There are, but when you are likely to get brushed under the rug, other approaches need to be used. He essentially blew a hole through the rug, meaning there was no way to hide his message.
Was the way he did things the best way, it is hard to say, since I don't fully grasp the workings of the agency, but I suspect that there are too many people with vested interests in hiding their and the agencies failings? Sometimes in politics you need someone to put their neck on the line for the greater good, but it has to be done with care since otherwise to have collateral damage and possibly a miscommunicated message. IMHO Snowdon probably did something many people would have wanted to do, in the sense of causing change, but are too stuck in the political labyrinth to achieve anything. Don't underestimate the weight of government and bureaucracy to block real change. Too many stake holders who either have vested interests or don't want to experience change.

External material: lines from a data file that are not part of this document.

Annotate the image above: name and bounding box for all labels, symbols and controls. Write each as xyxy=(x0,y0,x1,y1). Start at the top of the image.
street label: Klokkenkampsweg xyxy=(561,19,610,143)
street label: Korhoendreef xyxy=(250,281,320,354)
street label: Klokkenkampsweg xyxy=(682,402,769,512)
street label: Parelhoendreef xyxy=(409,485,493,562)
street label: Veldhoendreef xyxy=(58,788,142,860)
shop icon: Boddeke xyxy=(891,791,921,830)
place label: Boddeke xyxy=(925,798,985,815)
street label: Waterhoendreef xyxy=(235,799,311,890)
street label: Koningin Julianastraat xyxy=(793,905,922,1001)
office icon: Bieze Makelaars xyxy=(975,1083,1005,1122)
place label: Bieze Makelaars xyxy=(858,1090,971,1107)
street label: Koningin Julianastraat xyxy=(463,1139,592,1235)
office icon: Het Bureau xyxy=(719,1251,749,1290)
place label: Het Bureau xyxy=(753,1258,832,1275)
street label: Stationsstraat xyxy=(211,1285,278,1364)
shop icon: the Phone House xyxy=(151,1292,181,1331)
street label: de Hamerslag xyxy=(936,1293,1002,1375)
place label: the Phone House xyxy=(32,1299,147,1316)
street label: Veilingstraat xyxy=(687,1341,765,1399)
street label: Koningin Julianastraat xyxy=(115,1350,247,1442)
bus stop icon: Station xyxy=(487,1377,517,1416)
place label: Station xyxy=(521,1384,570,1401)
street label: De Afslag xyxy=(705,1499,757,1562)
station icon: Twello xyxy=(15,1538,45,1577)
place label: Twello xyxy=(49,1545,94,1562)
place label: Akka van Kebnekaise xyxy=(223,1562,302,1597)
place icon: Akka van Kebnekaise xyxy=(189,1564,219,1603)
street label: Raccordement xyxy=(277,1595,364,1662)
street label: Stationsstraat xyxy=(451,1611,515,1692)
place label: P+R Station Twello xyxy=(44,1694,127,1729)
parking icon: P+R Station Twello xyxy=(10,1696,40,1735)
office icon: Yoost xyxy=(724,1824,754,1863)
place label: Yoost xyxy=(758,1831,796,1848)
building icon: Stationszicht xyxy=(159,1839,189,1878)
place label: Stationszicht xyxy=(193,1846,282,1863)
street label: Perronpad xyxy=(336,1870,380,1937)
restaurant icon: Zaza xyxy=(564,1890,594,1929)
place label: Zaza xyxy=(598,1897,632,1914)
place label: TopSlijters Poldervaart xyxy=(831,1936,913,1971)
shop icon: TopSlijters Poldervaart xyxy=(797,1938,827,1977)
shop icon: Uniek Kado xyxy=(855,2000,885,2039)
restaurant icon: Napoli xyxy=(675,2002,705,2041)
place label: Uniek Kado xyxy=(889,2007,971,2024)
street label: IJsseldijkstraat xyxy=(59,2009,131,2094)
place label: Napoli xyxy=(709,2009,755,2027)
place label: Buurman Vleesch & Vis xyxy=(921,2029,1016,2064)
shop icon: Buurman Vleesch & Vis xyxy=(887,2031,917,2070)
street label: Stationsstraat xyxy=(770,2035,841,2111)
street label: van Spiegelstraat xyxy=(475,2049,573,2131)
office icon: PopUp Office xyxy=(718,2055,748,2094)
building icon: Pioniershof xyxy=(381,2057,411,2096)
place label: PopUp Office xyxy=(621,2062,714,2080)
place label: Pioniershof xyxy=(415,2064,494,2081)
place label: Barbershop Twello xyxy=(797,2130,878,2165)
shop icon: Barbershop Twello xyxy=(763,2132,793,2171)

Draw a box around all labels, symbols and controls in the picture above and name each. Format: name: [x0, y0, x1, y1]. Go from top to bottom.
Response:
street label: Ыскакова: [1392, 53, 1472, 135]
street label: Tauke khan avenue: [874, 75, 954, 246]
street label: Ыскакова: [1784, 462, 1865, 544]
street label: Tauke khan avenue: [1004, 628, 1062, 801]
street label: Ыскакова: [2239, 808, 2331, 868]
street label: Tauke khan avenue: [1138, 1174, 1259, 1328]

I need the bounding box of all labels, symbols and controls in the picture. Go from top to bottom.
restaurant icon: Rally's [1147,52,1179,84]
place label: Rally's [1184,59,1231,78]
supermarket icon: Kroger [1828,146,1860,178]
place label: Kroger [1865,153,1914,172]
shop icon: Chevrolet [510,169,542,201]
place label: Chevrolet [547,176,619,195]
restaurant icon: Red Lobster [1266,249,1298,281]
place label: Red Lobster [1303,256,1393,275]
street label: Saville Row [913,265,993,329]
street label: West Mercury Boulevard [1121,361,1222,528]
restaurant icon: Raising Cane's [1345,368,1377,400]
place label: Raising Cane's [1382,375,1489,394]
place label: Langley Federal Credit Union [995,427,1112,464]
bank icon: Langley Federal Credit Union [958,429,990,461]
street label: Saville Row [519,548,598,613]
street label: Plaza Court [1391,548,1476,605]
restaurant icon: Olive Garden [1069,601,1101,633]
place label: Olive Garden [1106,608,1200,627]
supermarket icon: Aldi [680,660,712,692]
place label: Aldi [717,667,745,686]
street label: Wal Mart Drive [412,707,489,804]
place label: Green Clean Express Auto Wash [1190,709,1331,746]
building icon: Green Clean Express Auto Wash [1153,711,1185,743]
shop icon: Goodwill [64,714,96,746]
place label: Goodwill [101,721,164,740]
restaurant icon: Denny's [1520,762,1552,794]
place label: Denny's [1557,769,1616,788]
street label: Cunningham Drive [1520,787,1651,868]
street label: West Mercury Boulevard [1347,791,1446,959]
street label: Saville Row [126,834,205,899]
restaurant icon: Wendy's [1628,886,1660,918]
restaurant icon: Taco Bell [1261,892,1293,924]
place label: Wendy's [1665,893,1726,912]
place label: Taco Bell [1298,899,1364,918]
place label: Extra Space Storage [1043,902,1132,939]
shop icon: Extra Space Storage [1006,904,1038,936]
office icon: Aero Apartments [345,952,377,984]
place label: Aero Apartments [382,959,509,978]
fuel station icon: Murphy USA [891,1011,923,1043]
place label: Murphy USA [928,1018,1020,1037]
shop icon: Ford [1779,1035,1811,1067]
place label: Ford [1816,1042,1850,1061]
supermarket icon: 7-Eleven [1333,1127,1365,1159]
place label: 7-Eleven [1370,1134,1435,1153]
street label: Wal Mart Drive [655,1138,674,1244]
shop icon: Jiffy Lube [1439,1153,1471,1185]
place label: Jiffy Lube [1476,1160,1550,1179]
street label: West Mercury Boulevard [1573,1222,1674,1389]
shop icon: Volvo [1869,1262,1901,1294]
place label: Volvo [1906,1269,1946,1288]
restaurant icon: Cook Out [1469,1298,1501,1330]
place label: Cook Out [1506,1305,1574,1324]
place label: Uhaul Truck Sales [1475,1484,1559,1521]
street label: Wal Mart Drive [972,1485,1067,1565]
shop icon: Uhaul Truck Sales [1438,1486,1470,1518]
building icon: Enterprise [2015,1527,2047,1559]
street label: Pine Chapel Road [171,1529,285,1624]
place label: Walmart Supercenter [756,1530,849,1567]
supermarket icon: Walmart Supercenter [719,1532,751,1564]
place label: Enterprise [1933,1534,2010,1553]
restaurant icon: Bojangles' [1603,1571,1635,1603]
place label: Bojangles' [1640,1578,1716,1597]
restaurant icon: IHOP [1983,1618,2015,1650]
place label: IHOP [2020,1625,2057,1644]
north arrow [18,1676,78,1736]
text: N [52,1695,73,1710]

However you look at things, Snowdon was brave, but he did follow his convictions to the end. I think many of us would be too coward to do what he did.
How do you get the average person to care. (Score:4, Interesting)
Snowden sacrificed a lot for the world. I wish I knew of a way to get the world to care.
Re:Yep. (Score:4, Interesting)
Re:Right On (Score:5, Interesting)
I vote third party and if no third party candidate is available, for my cat. There is no other way to lodge a protest vote because we don't have a "none of the above" and not voting simply lumps you in with the apathetic.
I'm not so focused on picking a victor, because when the choice of Victor A (R) v. Victor B (D) results in exactly the same policies, I don't care which one wins and won't let my vote be seen as comprising some mandate for the asshole. Secondly, you simply cannot create change in a party by saying "I disagree with you, but I'll vote for you anyway." That's a sort of insanity. And as for creating some change within a party, look at how that worked out for the Kucinich people in the DNC or the Ron Paul people in the GOP. It simply doesn't work.
The deepest rot in American politics, is the voters' reluctance to vote their conscience and instead, feel like they need to be on a winning side. This is the sure fire way to lose in the end.
Re:What he said in the interview (Score:5, Interesting)
We've already suffered a soft coup by the Executive branch, I don't know why you think a different coup would make things better. One of the Unique things about the revolutionary period in 1700s and early 1800s, was the focus on liberty and democratic institutions of various varieties, but most coups are just about a different group of power hungry dicks taking power from an established group of dicks.
What we need is a judicial and legislative branch willing to step up to the role created for them in the Constitution -- to jealously guard their powers against Executive abuse rather than cede it, and to thereby ensure that no side gets too powerful. The mistake the founders made was in believing that politicians would consider it in their self-interest to protect their power areas and that this conflict would prevent the rise of one all powerful branch.
Over time, however, the branches got wise to this. For example, Congress figured out is was politically expedient to let the President "declare" war, or the Courts decided to defer to the Executive on anything labeled "State Secrets" and exercise no oversight -- now we have ideas such as the Unitary Executive, signing statements, extra-judicial everything. If the other branches got off their collective asses and protected their turf, a lot of these problems would go away. And note, this turf protecting presumes that they're all sociopaths -- it is the process of turf protection that was designed to protects us, not reliance that the people in the dirty fight would be good people. Our problem is that the politicians have figured out how to go beyond that level in furthering their self-interest and no longer engage in that internal war the founders envisioned, to our deep detriment.